Plot of \((\alpha h\nu )^{2}\) versus \(h\nu\) of the Nb-doped β-Ga₂O₃ films with different thickness.

Fig. 6

Dependence of optical band gap on thickness of Nb-doped β-Ga₂O₃ films.

In this study, to check the films’ crystal quality, the Urbach band tail was also measured for the five samples. Various factors, such as carrier–phonon interaction, carrier–impurity interaction, and structure disorder, can cause Urbach band tail changes in semiconductors.²⁹ Here, the Urbach energy (E_u) for the films was determined by the empirical Urbach rule³⁰ as follows³¹:

$$ \alpha = \alpha_{0} \exp \frac{{h\nu - E_{0} }}{{E_{u} }} = \alpha_{0} \exp \frac{h\nu }{{E{}_{u}}}\left( {h\nu < E_{0} } \right) $$

where hv is the photon energy, E₀ is the optical band gap, \(\alpha_{0}\) is a constant, and E_u is the Urbach energy. The E_u value provided more details about the samples’ optical behavior. It was evaluated by fitting the absorption coefficient as a function of photon energy near the fundamental absorption edge.^32,33 Figure 7 shows the typical variations of \(\ln (\alpha )\) versus \(h\nu\) for the 223-nm sample. The E_u value was obtained as the inverse slope of the straight line, representing \(\ln (\alpha )\) versus the photon energy. It was 0.22 eV when the film thickness was 223 nm. The values of all samples were calculated via the same method (Table II). Figure 8 shows the relationship between the E_u values and sample thickness. Generally, the E_u increased as the structural order increased.^34,35 Table II and Fig. 8 demonstrate that the structural order of the films first decreased and then increased when the film thickness was over 300 nm, consistent with the SEM images (Fig. 1) and XRD pattern (Fig. 2). This indicated that the system quality was highest when the film thickness was around 300 nm.

Fig. 7

The Urbach plot for the film with 223 nm.

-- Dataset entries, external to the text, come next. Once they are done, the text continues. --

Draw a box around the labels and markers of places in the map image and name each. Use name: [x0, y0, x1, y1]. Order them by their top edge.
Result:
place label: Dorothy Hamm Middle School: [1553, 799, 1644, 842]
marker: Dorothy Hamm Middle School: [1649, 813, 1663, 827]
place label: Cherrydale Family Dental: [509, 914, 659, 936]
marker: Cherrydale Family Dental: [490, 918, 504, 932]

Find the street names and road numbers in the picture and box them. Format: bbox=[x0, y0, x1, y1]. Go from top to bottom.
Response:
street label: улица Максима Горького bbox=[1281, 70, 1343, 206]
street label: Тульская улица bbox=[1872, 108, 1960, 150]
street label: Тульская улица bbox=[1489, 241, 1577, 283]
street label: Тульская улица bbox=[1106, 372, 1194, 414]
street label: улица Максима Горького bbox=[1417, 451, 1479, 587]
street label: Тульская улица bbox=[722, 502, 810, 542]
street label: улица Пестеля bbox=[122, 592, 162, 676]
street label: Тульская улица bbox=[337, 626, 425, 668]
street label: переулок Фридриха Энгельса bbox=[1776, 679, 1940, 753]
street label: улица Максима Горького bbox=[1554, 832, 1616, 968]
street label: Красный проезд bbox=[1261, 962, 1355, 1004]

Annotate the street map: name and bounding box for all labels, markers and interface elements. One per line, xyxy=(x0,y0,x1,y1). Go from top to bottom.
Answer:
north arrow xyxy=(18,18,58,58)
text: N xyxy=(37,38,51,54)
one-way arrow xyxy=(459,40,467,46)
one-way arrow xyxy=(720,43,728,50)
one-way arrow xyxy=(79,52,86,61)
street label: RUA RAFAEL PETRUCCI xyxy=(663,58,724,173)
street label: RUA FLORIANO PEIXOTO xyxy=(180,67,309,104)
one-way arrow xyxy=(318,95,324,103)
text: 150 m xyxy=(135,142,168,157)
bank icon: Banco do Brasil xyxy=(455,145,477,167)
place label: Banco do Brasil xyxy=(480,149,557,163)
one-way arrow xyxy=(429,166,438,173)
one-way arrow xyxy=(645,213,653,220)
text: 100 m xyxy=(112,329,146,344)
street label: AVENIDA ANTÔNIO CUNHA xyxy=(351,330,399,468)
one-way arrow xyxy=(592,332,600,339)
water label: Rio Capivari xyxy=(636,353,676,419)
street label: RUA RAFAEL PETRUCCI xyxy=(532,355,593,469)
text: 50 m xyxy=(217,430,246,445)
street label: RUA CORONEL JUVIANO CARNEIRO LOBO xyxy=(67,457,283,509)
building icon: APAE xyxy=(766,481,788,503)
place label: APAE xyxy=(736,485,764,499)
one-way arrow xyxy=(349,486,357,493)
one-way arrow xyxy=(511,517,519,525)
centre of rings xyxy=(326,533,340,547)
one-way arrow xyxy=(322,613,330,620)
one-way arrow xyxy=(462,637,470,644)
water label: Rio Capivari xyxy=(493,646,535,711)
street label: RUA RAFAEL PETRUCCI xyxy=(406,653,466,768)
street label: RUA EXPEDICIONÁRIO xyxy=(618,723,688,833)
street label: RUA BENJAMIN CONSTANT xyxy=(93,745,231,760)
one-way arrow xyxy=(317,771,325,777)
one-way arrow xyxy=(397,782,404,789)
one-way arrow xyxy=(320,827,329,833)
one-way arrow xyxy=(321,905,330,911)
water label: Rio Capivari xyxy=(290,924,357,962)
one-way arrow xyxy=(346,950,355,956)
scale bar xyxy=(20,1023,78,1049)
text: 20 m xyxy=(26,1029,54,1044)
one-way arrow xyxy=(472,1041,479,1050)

Table II Values of E_u at different thickness

Fig. 8

Dependence of Urbach energy on thickness of Nb-doped β-Ga₂O₃ films.

The films’ electrical characteristics were also studied. Figure 9a shows the device structure, and Fig. 9b–d illustrates the current–voltage curves for this system. It can be seen that the Au electrode was in good contact with the samples and that Ohmic contact was formed between the electrode and Nb-doped β-Ga₂O₃ thin films, independent of the film thickness and test conditions. These findings will be useful for future work.

Fig. 9

Current–voltage curves of the Nb-doped β-Ga₂O₃ films: (a) the structure of device; (b)—(d) I–V curves of devices.

Conclusion

Nb-doped β-Ga₂O₃ thin films with different thicknesses were grown by RF magnetron sputtering technology. The dependence of the morphological and structural properties of Nb-doped β-Ga₂O₃ films on their thickness was investigated. Besides, we carried out an in-depth analysis of the influence of thickness on the optical and electrical properties of the films. The film had good flatness and crystal quality when the thickness was around 300 nm. The average transmittance of the Nb-doped β-Ga₂O₃ films in the visible region was above 80%, and the optical band gap decreased as the thickness increased. The films had a minimum defect density when the thickness was 291 nm. The contact between the samples and the Au electrode was Ohmic contact and was not influenced by the external environment. This research will aid in the practical application of Nb-doped β-Ga₂O₃ thin films.